Bix, who studies the history of science and medicine, says educational campaigns and publicity events aimed at combatting misinformation are similar to what we have seen throughout history. For example, Elvis Presley received the polio vaccine on The Ed Sullivan Show prior to his performance in 1956, which led many people to get vaccinated.
However, Bix says the rollout of the COVID-19 vaccine is unlike any other for two reasons.
“The speed with which they have developed the COVID-19 vaccine is really unprecedented as well as the idea of vaccinating adults as well as kids. With polio and other childhood vaccines there is a natural gateway that the government could request children be vaccinated before starting school,” Bix said. “Vaccinating adults will be a bit trickier, because there is not an adult equivalent to school that they funnel through.”
Shaping the narrative
The surge in COVID-19 cases and deaths should make a compelling argument for getting the vaccine, but Michael Dahlstrom, director of ISU’s Greenlee School of Journalism and Communication, says personal experiences and narratives about the vaccine are just as important.
Dahlstrom’s research has examined the effectiveness of narratives in sharing scientific information with the public. As the COVID-19 vaccine becomes more widely available to the public, health agencies must be transparent about the approval process and the science behind the vaccine, Dahlstrom said. That information needs to be supported by personal stories from those who have received the vaccine and benefited from the protection.
“Stories are the default mode of human thought,” Dahlstrom said. “Science uncovers the abstract truths about the world, but stories show how those truths can be applied at the scale of human experience. Stories about science are powerful because they intrinsically build more connections to other aspects of your life.”
Advances in nanovaccines
Balaji Narasimhan, director of the Nanovaccine Institute at Iowa State, an Anson Marston Distinguished Professor in Engineering and the Vlasta Klima Balloun Faculty Chair in Chemical and Biological Engineering, is leading a team of researchers at Iowa State and the University of Iowa working on the development of a needle-free, single-does nanovaccine that will not require refrigeration.

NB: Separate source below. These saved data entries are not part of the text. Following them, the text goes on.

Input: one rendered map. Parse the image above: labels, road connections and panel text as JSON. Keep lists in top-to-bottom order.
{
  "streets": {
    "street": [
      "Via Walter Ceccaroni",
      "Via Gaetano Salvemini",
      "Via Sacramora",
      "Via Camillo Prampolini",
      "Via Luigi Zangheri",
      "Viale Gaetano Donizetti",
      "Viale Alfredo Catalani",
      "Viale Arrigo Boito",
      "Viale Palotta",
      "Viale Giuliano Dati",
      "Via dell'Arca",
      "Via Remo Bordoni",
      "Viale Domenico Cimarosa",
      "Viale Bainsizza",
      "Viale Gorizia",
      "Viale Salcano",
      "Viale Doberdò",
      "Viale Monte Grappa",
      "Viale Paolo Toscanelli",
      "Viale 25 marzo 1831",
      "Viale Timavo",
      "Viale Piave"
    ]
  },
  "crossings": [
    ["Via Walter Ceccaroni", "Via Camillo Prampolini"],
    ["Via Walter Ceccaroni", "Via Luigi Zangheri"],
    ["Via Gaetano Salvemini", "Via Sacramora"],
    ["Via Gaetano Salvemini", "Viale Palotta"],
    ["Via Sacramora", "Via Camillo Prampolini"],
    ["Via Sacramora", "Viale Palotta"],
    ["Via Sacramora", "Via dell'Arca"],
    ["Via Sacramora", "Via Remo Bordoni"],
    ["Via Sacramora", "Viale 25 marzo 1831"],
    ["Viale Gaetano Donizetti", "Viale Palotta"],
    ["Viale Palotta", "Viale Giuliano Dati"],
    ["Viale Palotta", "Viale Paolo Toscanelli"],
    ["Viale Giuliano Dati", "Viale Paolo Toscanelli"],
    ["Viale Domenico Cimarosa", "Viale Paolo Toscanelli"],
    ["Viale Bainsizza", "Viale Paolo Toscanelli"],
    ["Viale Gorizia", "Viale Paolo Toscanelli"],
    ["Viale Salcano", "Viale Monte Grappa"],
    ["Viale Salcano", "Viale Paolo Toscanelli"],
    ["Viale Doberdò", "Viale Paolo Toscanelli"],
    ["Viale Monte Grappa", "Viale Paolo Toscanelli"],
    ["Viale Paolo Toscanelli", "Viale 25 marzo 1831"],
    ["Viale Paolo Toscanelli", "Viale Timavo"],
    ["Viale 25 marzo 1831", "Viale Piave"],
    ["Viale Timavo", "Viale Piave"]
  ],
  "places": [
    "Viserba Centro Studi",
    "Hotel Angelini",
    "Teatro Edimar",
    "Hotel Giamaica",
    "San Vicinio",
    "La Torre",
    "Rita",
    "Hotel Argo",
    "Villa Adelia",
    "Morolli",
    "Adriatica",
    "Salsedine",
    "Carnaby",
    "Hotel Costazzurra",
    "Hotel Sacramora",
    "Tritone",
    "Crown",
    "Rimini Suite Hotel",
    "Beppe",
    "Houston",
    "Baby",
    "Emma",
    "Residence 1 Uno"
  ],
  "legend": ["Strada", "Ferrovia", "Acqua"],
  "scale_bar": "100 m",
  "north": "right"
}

Narasimhan says the work has the potential to address an urgent public need as well as overcome some limitations of the vaccines now seeking emergency authorization. The Nanovaccine Institute recently received $2 million in federal CARES Act funding from the state of Iowa to support the research.
“While it is wonderful that there are several first generation COVID-19 vaccines that will become available soon, there are multiple opportunities for improved next generation vaccines, in terms of their ability to induce long-lived protective immunity, prevent transmission, and be stored at room temperature for long periods of time,” Narasimhan said. “Nanovaccines can provide these important advancements in the next phase of our fight against COVID-19.”
Nanovaccines against a virus work by loading viral proteins into nanoparticles. Those nanoparticles are about 300 billionths of a meter across and are made from biodegradable polymers. The nanoparticles are incorporated into a nasal spray and delivered with a sniff. Exposure to the nanovaccine triggers the immune system to attack the virus.